What if admitting you don't have all the answers actually makes you a stronger leader?

Harvard Business Review found that 73% of employees trust leaders more when they admit uncertainty during a crisis. Join us as we sit down with 15-time bestselling author and founder Holly Porter, who turned two near-death experiences into powerful leadership lessons. After surviving a 70-day hospital stay during COVID, Holly discovered that authentic vulnerability builds stronger teams than fake confidence ever could.

The most dangerous myth in leadership is that you must have all the answers. When crisis hits—and it will hit—your team doesn't need a superhero. They need someone real enough to admit the problem exists and confident enough to lead them through it.

The Vulnerability Paradox

There's a fine line between vulnerability that motivates and vulnerability that creates fear. The key lies in being transparent about the problem without drowning your team in sticky details. You can say "I'm struggling today" without explaining how you drove past your own house because your brain fog made directions backward.
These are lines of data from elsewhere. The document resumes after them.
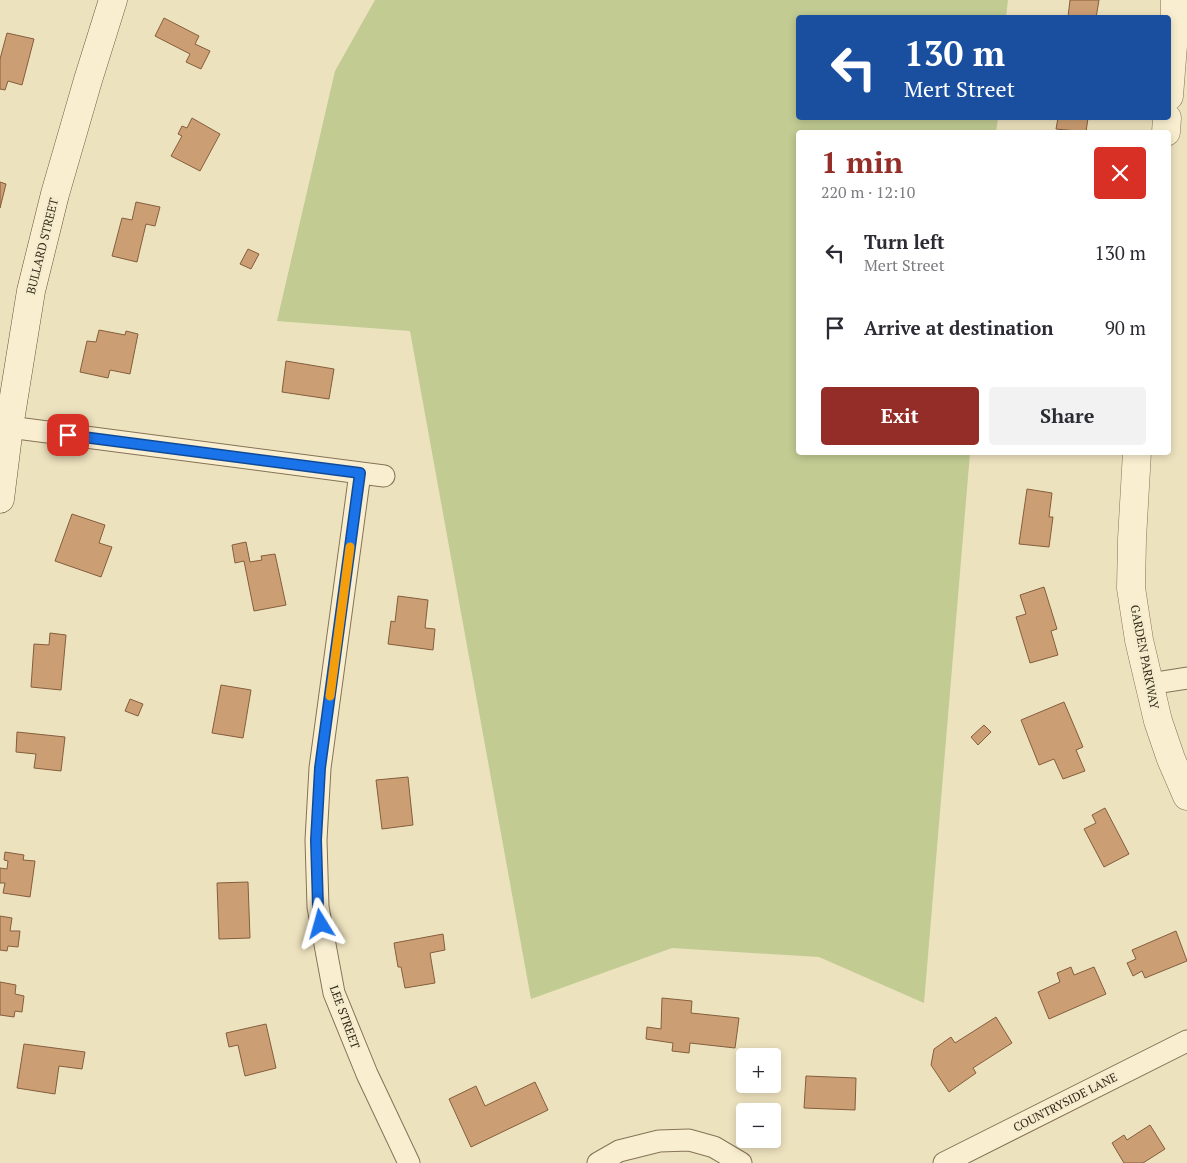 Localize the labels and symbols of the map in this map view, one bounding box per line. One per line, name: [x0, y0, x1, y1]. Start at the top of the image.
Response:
street label: BULLARD STREET: [23, 196, 61, 296]
pin: [47, 414, 89, 456]
street label: GARDEN PARKWAY: [1128, 604, 1163, 711]
position arrow: [294, 897, 346, 949]
street label: LEE STREET: [327, 983, 364, 1051]
street label: COUNTRYSIDE LANE: [1010, 1069, 1120, 1135] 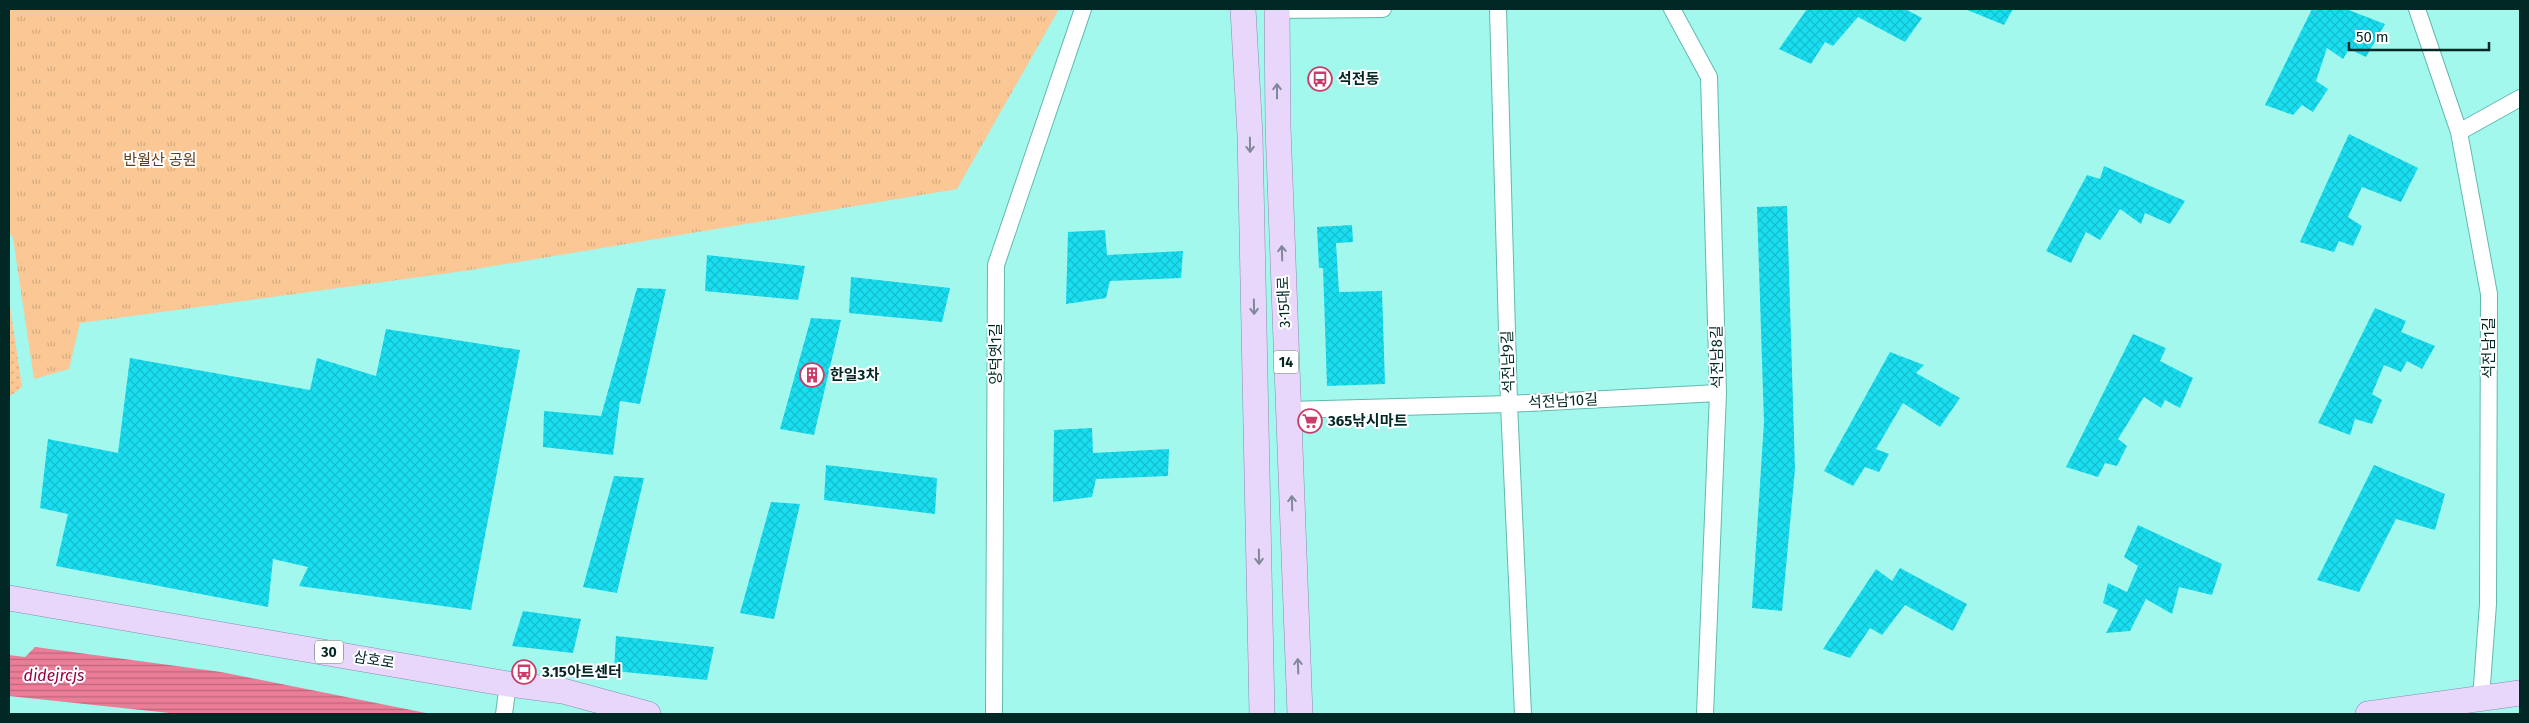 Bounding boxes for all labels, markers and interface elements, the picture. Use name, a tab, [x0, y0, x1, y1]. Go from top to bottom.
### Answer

Share enough to create connection, not enough to create panic.

The 72-Hour Rule

When everything's falling apart, your first instinct might be to react immediately. Don't. Give yourself 72 hours for major decisions, especially when emotions run high. This isn't about being slow—it's about being smart. Use this time to feel the feelings, talk to your personal board of directors, and then focus on solutions.

Crisis Prevention Through Systems

The best way to handle a crisis is never to have one. Create policies and procedures for everything. Document processes so thoroughly that if someone disappears tomorrow, their replacement can pick up immediately. This isn't just good business—it's crisis prevention.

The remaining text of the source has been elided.